Surabaya, (DOC) – Pemerintah Kota (Pemkot) Surabaya melalui Dinas Kesehatan (Dinkes) terus berupaya mencegah penyebaran penyakit Chikungunya dan Demam Berdarah Dengue (DBD). Kedua penyakit ini belakangan merebak di berbagai wilayah, termasuk Jawa Timur. Chikungunya dan DBD disebabkan oleh gigitan nyamuk Aedes aegypti dan Aedes albopictus.

Bacaan Lainnya

Kepala Dinas Kesehatan Kota Surabaya, Nanik Sukristina, menjelaskan bahwa langkah antisipasi di lakukan dengan melibatkan berbagai pihak. Salah satunya adalah promosi kesehatan. “Kami memasang media edukasi di tempat yang mudah di jangkau masyarakat,” ujar Nanik, Kamis (9/1/2025). Sosialisasi juga di gelar melalui berbagai kegiatan di Puskesmas untuk meningkatkan kesadaran masyarakat.

Selain itu, Dinkes Surabaya bekerja sama dengan Institut Penyakit Tropik (ITD) Universitas Airlangga (UNAIR). Kerja sama ini bertujuan untuk memetakan pola penyebaran virus Den-V melalui survei penangkapan nyamuk dan pemeriksaan jentik. “Kami juga melibatkan kader kesehatan melalui program pengabdian masyarakat. Langkah ini bertujuan meningkatkan kemampuan kader dalam mengidentifikasi jentik nyamuk,” lanjutnya.

Kolaborasi lain di lakukan bersama Balai Besar Teknik Kesehatan Lingkungan dan Pengendalian Penyakit (BBTKLPP). Survei di lakukan untuk memahami apakah ada perubahan perilaku nyamuk Aedes aegypti. Dinkes juga berkonsultasi dengan pakar RSUD Dr. Soetomo untuk memutakhirkan tata laksana kasus Chikungunya dan DBD.

Gerakan PSN

Sebagai langkah tambahan, masyarakat di imbau terus melakukan gerakan Pemberantasan Sarang Nyamuk (PSN).
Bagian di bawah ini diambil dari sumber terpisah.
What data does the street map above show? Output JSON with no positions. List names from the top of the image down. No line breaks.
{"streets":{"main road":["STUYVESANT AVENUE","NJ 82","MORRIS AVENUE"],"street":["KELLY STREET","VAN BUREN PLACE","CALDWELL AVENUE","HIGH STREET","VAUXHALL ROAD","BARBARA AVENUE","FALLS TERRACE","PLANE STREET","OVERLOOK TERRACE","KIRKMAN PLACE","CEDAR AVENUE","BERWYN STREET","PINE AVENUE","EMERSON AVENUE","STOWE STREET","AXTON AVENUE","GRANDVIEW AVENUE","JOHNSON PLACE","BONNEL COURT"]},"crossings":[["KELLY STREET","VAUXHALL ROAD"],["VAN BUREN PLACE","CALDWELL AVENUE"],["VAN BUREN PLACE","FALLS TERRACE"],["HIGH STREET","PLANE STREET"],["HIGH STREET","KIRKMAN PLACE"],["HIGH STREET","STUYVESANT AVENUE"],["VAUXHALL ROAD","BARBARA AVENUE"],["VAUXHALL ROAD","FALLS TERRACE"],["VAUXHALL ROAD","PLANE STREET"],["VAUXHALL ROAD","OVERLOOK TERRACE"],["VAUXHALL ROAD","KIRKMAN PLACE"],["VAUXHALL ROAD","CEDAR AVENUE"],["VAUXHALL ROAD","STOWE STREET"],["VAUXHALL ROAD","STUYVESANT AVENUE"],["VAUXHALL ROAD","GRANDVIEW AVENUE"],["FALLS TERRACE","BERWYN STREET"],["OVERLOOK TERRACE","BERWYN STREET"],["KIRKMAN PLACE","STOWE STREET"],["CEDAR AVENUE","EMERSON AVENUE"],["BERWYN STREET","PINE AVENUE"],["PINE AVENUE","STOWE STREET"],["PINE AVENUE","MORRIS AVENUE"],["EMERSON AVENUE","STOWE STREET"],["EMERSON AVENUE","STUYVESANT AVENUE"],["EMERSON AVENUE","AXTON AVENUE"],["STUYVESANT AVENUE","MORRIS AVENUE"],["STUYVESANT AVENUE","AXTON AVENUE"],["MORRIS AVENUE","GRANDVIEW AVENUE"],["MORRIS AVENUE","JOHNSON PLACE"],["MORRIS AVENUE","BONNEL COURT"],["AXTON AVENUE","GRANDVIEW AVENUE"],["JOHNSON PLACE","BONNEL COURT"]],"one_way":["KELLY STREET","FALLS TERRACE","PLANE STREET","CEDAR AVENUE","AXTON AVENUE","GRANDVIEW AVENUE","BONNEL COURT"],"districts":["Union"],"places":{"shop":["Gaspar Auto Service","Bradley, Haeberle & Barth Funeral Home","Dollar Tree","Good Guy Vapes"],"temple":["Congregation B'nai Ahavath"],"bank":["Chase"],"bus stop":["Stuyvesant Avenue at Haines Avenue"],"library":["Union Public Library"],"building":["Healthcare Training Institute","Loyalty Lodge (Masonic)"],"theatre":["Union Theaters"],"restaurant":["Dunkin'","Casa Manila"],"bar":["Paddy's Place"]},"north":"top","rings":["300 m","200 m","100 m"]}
Metode yang di gunakan adalah 3M Plus: menguras, menutup, mendaur ulang barang bekas, dan menambahkan langkah pencegahan lainnya. “PSN 3M Plus yang rutin di lakukan dapat menekan populasi nyamuk di musim hujan. Dengan demikian, penyebaran penyakit seperti DBD dan Chikungunya bisa di cegah,” jelas Nanik.

Hingga saat ini, belum ada laporan kasus Chikungunya di Kota Surabaya. Sementara itu, kasus DBD pada awal 2025 masih terkendali dan stabil. Pemantauan di lakukan setiap minggu untuk memastikan situasi tetap aman.

Baca Juga:  Sambut Pildun U-20, Pemkot Hadirkan Bintang Persebaya dan Adakan Pesta Bola

Nanik juga mengingatkan masyarakat untuk mengenali gejala Chikungunya dan DBD. Kedua penyakit ini memiliki gejala serupa, seperti demam, nyeri sendi, sakit kepala, dan mual. Namun, pada Chikungunya, nyeri sendi dapat berlangsung lebih lama, bahkan hingga beberapa bulan.

Jika mengalami gejala tersebut, masyarakat di minta segera memeriksakan diri ke fasilitas kesehatan terdekat. “Tetap tenang dan terus terapkan Perilaku Hidup Bersih dan Sehat (PHBS),” pesan Nanik.